# WHAT YOU NEED TO DO:
When you reach the line containing "const toPath = rows" in the records below, start copying exactly, and stop once you have copied the line containing "g.font = font".

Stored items
===============

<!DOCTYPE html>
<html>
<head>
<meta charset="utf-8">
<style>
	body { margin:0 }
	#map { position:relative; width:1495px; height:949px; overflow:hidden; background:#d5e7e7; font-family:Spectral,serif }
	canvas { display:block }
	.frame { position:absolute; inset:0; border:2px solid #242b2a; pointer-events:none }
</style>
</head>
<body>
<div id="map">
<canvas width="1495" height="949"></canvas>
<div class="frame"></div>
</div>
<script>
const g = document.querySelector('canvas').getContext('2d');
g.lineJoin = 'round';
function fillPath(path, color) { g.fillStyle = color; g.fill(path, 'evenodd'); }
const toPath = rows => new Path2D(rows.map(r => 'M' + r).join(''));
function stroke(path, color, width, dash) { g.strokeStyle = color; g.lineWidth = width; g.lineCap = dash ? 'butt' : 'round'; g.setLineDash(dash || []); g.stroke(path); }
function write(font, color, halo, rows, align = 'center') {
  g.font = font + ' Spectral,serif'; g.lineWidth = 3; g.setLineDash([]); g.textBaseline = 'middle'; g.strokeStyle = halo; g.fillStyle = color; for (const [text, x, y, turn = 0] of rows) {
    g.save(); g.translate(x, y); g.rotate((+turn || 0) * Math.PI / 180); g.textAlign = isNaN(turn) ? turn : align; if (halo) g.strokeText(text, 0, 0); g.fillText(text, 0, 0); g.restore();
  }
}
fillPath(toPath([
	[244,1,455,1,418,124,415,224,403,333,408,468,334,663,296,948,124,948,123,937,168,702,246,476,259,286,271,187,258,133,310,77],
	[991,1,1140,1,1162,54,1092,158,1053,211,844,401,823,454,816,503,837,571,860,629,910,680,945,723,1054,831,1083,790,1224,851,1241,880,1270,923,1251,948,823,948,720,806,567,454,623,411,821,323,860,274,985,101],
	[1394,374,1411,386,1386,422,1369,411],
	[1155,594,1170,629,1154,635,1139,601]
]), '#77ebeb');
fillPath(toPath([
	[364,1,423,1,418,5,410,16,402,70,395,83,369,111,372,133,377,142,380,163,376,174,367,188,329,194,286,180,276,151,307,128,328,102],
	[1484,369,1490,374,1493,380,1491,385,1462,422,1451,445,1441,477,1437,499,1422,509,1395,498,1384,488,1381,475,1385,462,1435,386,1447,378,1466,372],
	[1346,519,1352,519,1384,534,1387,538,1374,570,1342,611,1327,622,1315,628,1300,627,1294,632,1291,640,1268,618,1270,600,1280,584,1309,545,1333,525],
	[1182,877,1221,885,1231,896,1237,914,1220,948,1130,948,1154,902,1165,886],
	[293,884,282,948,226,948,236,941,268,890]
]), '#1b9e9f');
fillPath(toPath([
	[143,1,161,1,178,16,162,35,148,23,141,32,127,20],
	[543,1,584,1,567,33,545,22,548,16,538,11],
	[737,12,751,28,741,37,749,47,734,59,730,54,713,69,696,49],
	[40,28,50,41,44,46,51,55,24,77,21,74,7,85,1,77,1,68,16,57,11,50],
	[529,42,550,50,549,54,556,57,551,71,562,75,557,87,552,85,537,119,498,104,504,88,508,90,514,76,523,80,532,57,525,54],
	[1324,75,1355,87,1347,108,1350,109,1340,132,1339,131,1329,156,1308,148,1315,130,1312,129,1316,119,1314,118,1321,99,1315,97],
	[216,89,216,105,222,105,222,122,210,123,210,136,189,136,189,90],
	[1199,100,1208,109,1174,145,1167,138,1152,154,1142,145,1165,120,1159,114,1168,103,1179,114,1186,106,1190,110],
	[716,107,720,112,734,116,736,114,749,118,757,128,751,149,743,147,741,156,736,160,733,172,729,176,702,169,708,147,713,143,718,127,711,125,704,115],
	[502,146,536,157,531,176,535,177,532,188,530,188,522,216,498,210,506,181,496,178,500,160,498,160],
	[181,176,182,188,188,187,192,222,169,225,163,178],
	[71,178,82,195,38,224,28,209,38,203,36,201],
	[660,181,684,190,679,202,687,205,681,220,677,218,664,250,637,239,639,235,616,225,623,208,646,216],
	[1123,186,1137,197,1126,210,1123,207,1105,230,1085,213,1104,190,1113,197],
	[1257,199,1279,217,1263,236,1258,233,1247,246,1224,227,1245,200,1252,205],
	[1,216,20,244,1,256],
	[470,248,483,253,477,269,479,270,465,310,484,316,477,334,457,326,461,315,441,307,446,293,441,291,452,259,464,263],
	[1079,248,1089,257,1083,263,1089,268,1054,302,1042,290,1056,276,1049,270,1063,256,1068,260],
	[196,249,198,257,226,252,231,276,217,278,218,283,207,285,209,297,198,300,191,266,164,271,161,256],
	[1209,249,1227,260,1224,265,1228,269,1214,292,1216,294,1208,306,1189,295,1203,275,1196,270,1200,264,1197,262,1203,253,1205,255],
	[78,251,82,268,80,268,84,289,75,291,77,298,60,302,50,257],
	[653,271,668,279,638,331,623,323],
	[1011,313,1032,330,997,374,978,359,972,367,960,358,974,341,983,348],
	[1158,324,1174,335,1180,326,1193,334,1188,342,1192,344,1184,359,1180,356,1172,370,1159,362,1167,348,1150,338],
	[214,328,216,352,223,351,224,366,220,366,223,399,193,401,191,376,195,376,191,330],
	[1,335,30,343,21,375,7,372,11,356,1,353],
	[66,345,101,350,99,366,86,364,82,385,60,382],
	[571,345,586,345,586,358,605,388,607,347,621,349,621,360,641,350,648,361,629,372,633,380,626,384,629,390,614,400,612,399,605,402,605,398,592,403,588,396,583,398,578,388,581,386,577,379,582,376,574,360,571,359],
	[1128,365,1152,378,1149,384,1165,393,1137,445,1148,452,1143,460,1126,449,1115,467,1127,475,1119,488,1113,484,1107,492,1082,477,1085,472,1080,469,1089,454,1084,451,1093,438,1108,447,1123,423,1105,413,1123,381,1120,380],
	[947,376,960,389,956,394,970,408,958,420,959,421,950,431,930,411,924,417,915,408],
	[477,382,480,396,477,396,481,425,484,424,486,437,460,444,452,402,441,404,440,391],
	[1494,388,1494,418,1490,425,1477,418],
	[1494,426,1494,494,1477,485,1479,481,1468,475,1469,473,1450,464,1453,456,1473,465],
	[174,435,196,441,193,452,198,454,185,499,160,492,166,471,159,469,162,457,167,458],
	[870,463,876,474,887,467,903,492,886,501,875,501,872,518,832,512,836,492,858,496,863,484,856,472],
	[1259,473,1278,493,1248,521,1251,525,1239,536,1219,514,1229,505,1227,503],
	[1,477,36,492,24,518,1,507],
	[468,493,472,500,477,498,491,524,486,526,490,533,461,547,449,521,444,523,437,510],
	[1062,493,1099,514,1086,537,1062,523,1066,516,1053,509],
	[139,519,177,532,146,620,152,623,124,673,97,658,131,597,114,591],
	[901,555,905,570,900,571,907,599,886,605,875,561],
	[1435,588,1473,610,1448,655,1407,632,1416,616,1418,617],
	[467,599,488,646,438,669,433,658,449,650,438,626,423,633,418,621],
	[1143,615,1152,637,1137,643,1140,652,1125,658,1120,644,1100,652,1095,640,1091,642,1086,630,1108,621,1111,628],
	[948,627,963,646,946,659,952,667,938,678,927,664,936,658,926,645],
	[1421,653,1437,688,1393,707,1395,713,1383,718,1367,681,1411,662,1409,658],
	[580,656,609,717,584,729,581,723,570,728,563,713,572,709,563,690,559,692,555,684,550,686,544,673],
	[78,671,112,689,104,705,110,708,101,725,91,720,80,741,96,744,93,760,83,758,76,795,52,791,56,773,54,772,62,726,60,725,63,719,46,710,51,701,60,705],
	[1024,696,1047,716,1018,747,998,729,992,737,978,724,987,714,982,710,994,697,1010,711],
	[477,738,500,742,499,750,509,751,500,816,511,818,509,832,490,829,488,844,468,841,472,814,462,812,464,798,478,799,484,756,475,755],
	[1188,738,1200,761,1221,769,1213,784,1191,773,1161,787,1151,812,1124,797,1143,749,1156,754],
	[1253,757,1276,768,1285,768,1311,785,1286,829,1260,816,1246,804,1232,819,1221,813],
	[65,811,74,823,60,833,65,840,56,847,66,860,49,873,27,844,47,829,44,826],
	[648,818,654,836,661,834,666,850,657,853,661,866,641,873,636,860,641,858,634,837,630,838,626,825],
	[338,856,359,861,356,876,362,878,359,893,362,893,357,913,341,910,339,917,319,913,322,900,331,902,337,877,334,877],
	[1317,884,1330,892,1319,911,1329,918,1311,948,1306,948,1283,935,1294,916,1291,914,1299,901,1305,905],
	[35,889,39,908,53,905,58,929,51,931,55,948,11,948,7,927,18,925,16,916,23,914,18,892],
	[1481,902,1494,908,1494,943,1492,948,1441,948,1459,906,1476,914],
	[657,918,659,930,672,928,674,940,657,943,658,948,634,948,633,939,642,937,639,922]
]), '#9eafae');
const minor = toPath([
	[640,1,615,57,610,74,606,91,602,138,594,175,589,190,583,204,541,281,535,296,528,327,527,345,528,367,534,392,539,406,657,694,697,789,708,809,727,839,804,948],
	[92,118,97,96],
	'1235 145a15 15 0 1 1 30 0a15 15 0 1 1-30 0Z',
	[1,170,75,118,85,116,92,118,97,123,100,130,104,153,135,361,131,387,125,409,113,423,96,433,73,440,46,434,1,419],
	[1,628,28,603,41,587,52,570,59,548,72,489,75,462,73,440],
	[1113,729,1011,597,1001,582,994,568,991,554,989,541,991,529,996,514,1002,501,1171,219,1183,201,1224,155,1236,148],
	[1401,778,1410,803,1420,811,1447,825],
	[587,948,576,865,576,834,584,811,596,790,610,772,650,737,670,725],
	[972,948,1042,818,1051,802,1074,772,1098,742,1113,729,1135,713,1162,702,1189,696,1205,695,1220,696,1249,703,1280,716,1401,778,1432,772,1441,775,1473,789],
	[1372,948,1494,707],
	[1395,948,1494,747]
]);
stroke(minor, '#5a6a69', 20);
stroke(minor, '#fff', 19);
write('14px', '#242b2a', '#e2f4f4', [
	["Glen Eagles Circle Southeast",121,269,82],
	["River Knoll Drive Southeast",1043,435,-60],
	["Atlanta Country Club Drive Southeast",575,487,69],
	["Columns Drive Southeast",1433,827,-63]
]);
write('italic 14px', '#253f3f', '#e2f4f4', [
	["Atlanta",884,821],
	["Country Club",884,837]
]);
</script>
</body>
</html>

===============

# RESPONSE TO THE EXERCISE:
const toPath = rows => new Path2D(rows.map(r => 'M' + r).join(''));
function stroke(path, color, width, dash) { g.strokeStyle = color; g.lineWidth = width; g.lineCap = dash ? 'butt' : 'round'; g.setLineDash(dash || []); g.stroke(path); }
function write(font, color, halo, rows, align = 'center') {
  g.font = font + ' Spectral,serif'; g.lineWidth = 3; g.setLineDash([]); g.textBaseline = 'middle'; g.strokeStyle = halo; g.fillStyle = color; for (const [text, x, y, turn = 0] of rows) {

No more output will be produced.